L'inizio è un inganno. Caine solitario ci trasporta subito nei vicoli della Vienna settecentesca. La musica nasce giocosa, luminosa enunciando il tema allegro e vitale del primo movimento della "Sonata per pianoforte K. 545". Per alcuni piccolissimi istanti si potrebbe pensare a un'interpretazione quasi ortodossa. Tuttavia, nello spazio di un attimo inafferrabile le sensazioni mutano irrimediabilmente pelle e si comincia a decollare altrove, dove il classicismo va stranamente a mescolarsi con cadenze blues, passaggi swing e fulminee improvvisazioni che, pur sottintendendo sempre il tema principale, riescono a donare un senso dissacrante di disorientamento. Un lieve capogiro iniziale, tratteggiato dal solo pianoforte. Non è comunque il vero viaggio, il quale deve cominciare davvero. Così, quando si passa all'ascolto del secondo brano, non si può non avvertire un'impressione di assoluta sorpresa nell'apprendere, leggendo il libretto, che trattasi del primo movimento della celeberrima "Sinfonia n. 40". La lunga e dilatata digressione iniziale, infatti, è a tratti sconcertante nella sua bellezza spaziale, assolutamente estranea a Mozart. Cupa, profonda, affascinante ondeggia tra sfondi elettronici e l'eco senza fine della chitarra elettrica di Nguyên Lê, mentre il pianoforte gocciola suoni isolati di ghiaccio, con il violino che accenna solamente la sua presenza e la tromba solitaria che si erge per attimi brevissimi e dissonanti. Mozart precipita negli abissi della decostruzione, le consuetudini stilistiche muoiono, l'imprevedibilità sale al potere. Quando arriva l'accento ossessivo della batteria, quasi ad avvertire nel crescendo del suo incedere che qualcosa sta per accadere, i suoni frastagliati iniziano lentamente ad amalgamarsi, sempre di più, fino a formare una densa pasta sonora, che all'improvviso, con una naturalezza a prima vista estranea al contesto, viene spazzata via dal violino. Si ricostruisce d'incanto e intatta la meravigliosa semplicità melodica del tema sinfonico portante nell'esecuzione ridotta dell'ensemble. Dallo spazio siamo di nuovo sulla terra. Siamo di nuovo per le stradine di Vienna, siamo davanti ad una orchestrina che svolge intensamente, e a tratti con ironia, la musica del genio salisburghese.

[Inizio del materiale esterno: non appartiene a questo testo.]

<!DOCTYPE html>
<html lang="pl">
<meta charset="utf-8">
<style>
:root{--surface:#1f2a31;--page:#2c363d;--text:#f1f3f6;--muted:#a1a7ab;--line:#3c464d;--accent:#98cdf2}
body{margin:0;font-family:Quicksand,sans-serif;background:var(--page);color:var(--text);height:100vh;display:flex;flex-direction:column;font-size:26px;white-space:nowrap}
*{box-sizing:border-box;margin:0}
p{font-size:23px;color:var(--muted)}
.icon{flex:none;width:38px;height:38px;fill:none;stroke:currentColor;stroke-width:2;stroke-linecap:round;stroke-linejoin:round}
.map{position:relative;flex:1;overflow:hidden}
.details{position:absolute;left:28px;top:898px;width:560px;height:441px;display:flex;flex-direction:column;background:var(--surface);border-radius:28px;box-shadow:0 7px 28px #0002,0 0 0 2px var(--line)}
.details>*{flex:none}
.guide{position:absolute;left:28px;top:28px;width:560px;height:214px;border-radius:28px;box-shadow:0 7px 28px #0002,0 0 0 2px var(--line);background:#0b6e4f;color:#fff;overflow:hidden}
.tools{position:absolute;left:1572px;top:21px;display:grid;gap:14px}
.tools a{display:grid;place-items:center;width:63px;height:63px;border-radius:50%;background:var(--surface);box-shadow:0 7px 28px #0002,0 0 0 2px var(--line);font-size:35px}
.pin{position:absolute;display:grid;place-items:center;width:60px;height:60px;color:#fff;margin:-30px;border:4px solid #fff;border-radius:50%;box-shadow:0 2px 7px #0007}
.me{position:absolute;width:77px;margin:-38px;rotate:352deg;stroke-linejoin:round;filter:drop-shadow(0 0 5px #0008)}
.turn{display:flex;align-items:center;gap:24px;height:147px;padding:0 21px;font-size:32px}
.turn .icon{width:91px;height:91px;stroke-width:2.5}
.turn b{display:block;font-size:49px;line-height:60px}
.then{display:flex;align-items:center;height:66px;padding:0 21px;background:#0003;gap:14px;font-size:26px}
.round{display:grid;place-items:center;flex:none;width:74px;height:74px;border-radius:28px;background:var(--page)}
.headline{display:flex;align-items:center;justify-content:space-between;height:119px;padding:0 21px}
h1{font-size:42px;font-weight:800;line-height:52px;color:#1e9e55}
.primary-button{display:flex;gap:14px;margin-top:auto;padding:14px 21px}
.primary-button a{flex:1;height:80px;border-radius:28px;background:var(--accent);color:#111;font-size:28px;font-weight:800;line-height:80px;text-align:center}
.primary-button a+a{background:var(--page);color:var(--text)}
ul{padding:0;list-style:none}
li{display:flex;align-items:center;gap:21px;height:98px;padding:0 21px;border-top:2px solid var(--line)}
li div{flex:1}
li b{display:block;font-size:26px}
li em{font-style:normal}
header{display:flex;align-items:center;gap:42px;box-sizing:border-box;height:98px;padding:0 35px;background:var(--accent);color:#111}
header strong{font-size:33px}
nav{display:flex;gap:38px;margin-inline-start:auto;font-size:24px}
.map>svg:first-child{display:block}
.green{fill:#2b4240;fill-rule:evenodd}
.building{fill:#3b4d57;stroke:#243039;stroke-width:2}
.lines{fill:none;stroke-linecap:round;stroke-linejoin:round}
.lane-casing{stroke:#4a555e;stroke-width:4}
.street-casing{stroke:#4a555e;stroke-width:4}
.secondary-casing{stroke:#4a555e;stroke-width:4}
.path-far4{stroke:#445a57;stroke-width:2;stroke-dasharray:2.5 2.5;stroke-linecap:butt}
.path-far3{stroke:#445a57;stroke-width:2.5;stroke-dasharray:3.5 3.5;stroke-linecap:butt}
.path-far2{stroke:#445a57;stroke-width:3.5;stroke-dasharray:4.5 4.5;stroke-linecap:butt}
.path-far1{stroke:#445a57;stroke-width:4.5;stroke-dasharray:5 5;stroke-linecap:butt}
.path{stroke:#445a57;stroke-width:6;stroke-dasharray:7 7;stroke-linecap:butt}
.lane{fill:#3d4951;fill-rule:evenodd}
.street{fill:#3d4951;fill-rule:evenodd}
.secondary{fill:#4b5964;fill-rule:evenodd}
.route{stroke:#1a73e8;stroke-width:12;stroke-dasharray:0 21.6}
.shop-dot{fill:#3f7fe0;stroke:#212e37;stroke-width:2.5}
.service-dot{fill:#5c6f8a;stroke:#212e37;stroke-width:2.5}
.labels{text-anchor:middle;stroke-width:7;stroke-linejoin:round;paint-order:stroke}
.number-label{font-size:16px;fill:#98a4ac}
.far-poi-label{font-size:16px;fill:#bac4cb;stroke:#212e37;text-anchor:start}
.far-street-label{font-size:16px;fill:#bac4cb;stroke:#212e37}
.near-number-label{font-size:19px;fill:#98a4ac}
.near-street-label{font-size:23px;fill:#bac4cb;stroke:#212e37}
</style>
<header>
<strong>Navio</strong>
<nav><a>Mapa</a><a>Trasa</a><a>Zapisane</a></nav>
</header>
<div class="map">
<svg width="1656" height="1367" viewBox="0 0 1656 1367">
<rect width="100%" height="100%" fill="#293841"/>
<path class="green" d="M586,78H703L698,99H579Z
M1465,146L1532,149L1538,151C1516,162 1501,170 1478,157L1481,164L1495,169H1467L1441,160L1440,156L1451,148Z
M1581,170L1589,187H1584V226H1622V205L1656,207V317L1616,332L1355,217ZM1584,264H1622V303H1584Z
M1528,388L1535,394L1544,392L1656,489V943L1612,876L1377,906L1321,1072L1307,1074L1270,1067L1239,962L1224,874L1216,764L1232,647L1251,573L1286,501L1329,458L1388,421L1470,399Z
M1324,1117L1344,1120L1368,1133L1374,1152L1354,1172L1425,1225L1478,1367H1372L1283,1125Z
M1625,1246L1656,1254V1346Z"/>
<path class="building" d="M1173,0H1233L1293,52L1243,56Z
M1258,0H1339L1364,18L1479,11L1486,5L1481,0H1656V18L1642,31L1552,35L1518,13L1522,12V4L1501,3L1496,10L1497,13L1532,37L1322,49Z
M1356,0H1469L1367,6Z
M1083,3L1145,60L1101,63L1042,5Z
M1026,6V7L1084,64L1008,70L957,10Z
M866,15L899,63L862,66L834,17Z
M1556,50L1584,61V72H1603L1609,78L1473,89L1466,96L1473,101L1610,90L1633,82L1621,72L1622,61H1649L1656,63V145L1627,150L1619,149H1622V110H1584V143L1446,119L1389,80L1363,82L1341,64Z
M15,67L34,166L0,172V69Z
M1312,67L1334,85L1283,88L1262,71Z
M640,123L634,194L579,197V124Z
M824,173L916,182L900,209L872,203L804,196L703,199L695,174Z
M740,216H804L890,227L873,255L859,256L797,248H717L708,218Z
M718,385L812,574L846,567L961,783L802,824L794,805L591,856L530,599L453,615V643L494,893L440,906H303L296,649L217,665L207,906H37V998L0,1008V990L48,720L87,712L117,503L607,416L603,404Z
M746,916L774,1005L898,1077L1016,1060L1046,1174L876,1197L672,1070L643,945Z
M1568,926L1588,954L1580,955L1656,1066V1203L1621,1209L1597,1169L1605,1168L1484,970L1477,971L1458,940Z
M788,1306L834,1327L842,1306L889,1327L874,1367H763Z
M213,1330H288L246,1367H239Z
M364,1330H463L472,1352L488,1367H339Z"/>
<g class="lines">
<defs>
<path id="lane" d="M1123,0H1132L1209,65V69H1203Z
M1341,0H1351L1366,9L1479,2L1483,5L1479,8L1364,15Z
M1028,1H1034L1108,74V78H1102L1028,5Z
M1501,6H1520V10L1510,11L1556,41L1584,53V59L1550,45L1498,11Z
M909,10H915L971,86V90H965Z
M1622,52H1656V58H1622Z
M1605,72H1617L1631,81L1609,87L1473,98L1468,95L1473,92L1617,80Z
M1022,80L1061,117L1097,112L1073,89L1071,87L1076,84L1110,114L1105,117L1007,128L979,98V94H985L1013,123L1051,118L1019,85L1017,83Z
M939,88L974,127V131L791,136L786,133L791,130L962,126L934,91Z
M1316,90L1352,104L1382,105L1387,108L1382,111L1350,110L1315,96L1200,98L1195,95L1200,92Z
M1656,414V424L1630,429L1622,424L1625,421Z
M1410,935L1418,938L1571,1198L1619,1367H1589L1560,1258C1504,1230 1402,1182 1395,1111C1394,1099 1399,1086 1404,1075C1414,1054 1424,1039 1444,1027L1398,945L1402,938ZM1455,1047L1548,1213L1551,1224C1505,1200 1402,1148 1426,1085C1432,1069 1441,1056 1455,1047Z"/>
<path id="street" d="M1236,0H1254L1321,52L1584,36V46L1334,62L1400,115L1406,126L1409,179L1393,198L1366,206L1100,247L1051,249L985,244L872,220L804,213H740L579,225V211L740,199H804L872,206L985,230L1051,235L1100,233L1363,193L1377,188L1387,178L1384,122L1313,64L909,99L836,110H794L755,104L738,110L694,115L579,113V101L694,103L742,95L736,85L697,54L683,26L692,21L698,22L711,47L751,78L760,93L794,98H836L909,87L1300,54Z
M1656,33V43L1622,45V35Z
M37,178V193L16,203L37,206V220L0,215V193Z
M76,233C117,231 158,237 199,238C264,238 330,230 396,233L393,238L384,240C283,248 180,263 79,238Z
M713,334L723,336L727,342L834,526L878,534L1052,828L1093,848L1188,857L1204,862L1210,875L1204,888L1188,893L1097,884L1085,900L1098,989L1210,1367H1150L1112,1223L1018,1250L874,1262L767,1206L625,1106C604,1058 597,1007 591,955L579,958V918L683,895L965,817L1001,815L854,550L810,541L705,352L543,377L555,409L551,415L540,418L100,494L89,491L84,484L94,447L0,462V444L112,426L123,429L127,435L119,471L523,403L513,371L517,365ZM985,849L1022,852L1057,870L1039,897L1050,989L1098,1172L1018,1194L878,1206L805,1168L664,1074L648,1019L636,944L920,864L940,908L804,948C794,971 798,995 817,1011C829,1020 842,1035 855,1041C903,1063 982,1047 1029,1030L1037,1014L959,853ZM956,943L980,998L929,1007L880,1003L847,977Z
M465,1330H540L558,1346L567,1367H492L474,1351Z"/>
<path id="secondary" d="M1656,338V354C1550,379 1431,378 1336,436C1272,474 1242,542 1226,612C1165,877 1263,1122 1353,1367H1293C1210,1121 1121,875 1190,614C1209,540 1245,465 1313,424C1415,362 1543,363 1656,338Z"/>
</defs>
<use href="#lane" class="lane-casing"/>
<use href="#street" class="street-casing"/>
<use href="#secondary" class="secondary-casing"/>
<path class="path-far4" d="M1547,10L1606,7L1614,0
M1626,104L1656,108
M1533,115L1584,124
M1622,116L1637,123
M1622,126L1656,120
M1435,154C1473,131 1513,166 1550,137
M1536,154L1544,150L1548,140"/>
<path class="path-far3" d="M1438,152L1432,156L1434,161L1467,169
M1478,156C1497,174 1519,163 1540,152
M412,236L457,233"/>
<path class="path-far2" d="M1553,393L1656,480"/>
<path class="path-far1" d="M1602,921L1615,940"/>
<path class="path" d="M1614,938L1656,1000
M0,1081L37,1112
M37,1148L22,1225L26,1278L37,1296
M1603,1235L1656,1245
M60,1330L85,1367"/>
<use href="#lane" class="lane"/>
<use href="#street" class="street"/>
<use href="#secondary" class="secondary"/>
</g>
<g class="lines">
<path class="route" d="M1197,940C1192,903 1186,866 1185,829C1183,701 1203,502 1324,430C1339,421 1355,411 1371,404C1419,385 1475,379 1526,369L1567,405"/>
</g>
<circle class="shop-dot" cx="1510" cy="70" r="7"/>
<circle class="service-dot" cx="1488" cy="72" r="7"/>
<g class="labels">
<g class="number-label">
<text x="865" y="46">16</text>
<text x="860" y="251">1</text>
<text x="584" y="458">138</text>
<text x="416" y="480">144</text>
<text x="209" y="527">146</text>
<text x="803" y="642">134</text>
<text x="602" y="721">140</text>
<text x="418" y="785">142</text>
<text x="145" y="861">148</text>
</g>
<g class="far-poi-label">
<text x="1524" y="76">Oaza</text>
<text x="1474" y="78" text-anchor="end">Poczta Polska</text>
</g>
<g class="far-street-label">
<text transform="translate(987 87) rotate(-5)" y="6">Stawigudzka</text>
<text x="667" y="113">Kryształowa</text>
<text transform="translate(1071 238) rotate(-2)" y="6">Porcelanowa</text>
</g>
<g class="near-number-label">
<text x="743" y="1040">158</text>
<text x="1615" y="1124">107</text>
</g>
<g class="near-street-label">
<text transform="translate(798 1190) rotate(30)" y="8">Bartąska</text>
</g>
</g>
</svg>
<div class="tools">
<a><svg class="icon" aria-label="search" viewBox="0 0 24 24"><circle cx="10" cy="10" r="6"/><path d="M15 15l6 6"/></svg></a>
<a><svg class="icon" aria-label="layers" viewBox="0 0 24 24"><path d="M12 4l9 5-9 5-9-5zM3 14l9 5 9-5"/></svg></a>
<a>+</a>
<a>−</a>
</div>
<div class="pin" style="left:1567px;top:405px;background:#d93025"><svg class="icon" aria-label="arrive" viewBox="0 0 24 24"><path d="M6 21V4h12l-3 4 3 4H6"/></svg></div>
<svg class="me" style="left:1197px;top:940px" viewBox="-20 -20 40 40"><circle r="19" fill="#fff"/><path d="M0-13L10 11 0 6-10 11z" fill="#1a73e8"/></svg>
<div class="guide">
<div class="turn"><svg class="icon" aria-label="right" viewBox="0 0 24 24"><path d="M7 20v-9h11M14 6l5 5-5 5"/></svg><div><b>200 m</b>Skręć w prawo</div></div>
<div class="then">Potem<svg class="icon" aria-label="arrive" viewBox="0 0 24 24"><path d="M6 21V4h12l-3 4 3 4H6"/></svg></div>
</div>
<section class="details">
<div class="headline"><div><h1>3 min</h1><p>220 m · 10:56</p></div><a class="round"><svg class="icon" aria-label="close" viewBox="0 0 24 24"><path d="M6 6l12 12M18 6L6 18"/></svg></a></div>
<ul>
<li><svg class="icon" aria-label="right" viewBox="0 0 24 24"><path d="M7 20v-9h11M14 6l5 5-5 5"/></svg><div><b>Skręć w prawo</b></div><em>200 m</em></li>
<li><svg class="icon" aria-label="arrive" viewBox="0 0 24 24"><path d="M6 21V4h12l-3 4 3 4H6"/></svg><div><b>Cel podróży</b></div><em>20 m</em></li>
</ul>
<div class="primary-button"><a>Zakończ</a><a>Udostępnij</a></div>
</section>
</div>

Sembra allora che queste interpretazioni, con tutti questi scarti continui avanti e indietro nel tempo, nel deformare le forme musicali, come riflesse in uno specchio distorto, abbiano in sé una forza espressiva di natura allegorica con una vocazione orchestrale. E tutto sembra nascere dall'infinita curiosità intellettuale di Uri Caine, che sfoggia una passione sincera, purissima, cristallina nel trasportare l'innovazione nella musica del passato.

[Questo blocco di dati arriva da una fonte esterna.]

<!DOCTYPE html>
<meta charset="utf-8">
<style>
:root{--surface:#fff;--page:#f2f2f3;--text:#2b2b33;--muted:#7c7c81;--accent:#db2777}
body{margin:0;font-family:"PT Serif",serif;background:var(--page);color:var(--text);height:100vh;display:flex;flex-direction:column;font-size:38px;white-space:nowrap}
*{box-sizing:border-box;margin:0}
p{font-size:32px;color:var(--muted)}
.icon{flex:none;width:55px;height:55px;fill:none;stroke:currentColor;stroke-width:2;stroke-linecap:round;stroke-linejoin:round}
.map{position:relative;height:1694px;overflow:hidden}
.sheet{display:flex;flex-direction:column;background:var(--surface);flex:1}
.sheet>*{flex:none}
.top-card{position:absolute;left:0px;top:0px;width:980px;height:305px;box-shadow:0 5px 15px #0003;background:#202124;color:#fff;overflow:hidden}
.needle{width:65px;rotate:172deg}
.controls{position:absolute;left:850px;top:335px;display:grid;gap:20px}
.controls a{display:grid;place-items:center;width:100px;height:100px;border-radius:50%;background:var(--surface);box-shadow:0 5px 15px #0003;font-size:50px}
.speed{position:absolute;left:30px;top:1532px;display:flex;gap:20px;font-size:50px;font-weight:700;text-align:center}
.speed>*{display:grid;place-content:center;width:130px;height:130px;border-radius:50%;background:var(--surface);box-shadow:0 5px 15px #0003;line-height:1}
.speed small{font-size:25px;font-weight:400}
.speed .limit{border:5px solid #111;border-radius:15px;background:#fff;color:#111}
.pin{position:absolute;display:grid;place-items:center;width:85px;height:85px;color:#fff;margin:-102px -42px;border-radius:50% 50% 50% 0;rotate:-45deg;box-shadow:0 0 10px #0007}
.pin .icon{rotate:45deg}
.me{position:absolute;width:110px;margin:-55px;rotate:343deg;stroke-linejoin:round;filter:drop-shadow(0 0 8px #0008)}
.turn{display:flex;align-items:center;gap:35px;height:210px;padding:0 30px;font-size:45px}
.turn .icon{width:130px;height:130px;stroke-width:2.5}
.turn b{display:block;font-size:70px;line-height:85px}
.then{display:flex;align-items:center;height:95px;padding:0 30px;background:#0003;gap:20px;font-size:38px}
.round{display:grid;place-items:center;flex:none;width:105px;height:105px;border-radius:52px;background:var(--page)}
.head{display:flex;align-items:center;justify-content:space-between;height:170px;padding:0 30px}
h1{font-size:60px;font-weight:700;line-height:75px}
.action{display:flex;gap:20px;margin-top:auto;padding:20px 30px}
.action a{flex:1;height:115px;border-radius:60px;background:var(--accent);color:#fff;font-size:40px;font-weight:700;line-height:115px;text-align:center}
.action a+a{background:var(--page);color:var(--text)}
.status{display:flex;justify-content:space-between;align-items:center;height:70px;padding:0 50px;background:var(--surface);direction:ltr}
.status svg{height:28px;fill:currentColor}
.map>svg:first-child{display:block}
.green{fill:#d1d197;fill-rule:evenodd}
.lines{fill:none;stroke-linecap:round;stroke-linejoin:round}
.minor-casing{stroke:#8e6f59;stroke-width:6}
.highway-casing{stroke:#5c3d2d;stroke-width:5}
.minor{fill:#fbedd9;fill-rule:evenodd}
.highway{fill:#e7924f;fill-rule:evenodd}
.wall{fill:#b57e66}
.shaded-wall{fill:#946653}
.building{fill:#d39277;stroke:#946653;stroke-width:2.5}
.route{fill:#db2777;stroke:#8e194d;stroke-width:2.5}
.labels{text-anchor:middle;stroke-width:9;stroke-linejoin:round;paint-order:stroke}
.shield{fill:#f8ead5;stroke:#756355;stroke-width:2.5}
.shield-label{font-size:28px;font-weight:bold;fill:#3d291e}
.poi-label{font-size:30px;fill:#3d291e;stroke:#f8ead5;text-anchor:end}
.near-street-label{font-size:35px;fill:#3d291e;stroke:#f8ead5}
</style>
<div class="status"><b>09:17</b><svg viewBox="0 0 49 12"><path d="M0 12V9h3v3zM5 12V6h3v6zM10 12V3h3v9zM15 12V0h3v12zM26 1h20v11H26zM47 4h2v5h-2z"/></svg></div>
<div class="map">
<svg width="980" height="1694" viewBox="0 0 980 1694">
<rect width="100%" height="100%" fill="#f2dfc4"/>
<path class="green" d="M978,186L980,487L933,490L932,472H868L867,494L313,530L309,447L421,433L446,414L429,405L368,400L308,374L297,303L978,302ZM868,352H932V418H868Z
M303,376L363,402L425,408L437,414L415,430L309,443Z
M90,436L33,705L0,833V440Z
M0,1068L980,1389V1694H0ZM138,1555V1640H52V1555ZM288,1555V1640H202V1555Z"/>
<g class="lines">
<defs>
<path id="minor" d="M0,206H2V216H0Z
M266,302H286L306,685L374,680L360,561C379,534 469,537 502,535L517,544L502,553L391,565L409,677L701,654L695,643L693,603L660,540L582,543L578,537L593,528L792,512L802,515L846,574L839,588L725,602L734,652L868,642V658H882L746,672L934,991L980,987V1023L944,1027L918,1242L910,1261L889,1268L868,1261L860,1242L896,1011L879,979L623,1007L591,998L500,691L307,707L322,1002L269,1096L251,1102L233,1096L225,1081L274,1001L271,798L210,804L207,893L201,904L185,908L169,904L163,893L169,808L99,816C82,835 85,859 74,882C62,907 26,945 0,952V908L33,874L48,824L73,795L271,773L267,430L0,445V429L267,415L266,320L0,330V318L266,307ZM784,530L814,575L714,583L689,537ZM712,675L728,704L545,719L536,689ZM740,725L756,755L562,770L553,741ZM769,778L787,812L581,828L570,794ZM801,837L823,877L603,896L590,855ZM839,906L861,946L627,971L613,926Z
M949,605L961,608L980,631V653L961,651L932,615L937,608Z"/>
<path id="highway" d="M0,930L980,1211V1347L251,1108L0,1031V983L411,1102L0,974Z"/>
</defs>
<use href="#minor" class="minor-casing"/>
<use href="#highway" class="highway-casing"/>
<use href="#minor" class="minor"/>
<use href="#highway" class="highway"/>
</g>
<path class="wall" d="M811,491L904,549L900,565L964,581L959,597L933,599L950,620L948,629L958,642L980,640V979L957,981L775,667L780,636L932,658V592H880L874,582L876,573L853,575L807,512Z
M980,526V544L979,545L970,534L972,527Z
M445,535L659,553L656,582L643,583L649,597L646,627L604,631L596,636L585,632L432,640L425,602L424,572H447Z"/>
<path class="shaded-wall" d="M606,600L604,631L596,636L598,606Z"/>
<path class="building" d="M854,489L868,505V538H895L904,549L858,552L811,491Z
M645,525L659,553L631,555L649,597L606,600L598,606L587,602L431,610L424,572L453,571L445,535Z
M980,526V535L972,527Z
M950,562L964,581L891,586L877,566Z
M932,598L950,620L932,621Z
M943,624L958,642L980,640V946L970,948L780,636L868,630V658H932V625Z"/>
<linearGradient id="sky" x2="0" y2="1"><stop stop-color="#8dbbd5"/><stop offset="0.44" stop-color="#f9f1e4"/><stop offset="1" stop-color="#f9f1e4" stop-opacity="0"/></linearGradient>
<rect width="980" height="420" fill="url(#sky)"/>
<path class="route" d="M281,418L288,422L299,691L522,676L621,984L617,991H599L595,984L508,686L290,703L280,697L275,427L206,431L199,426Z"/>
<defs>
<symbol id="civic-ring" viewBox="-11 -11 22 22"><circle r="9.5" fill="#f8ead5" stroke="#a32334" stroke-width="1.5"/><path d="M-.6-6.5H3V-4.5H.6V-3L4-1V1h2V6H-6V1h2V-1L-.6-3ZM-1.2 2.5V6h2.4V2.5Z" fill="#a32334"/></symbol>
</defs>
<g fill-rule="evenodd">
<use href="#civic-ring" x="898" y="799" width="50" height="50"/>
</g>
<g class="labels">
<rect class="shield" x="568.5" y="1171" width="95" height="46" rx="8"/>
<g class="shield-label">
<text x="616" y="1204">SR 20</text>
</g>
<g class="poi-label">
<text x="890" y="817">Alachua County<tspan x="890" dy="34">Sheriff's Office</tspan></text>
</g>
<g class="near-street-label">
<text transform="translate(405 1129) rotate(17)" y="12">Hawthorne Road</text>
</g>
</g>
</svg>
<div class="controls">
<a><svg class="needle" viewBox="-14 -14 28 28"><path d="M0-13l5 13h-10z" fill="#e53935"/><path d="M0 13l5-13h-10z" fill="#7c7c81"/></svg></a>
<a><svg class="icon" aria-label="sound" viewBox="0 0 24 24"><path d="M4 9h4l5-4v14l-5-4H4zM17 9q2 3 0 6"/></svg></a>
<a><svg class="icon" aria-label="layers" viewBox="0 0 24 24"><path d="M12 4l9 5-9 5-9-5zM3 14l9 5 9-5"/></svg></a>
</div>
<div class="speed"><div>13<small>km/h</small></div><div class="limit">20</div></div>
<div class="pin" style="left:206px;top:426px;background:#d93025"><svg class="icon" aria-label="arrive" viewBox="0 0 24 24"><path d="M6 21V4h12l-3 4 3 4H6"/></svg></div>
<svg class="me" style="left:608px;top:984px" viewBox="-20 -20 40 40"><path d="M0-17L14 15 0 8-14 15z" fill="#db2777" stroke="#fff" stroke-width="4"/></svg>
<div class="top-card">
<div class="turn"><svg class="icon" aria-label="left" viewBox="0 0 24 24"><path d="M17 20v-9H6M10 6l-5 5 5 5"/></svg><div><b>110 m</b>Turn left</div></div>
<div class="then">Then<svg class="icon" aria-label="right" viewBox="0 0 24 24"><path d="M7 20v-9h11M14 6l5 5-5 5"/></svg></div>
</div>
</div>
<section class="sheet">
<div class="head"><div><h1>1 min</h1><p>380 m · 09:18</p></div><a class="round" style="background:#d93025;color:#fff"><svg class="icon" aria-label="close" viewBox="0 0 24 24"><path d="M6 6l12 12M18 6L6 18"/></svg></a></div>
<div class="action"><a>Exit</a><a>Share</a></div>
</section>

Giunge la rilettura del secondo movimento della "Sinfonia n. 41". Dalle certezze melodiche iniziali, lo sviluppo si avventura all'interno di grovigli sonori dove respira l'inatteso, come l'incredibile azzardo del suono "mozartiano" della chitarra elettrica, una sorta di paradosso spazio-temporale, che lascia fantasticare su cosa avrebbe potuto comporre Amadeus per questo strumento, se solo lo avesse avuto a disposizione. Il quarto movimento del "Quintetto per clarinetto", invece, si svolge lezioso, passando al setaccio l'allegria mozartiana tramite un stravagante divertissement. È un momento di distacco che alleggerisce il peso dell'ascolto, reso oscuro dai precedenti passaggi, divenendo il miglior preludio del brano seguente dolce e malinconico, collegato all'incipit del disco. Si tratta del secondo movimento della "Sonata per Piano K. 545", che Caine interpreta integrando e sottolineando il valore pre-romantico insito in diversi momenti della scrittura pianistica del compositore austriaco. Nel terzo movimento della "Sinfonia Concertante", invece, ritorna la lieve spensieratezza espressa all'unisono dall'Ensemble, che non manca però di "inquinarla" aggiungendo con slancio pennellate schizofreniche e stridenti.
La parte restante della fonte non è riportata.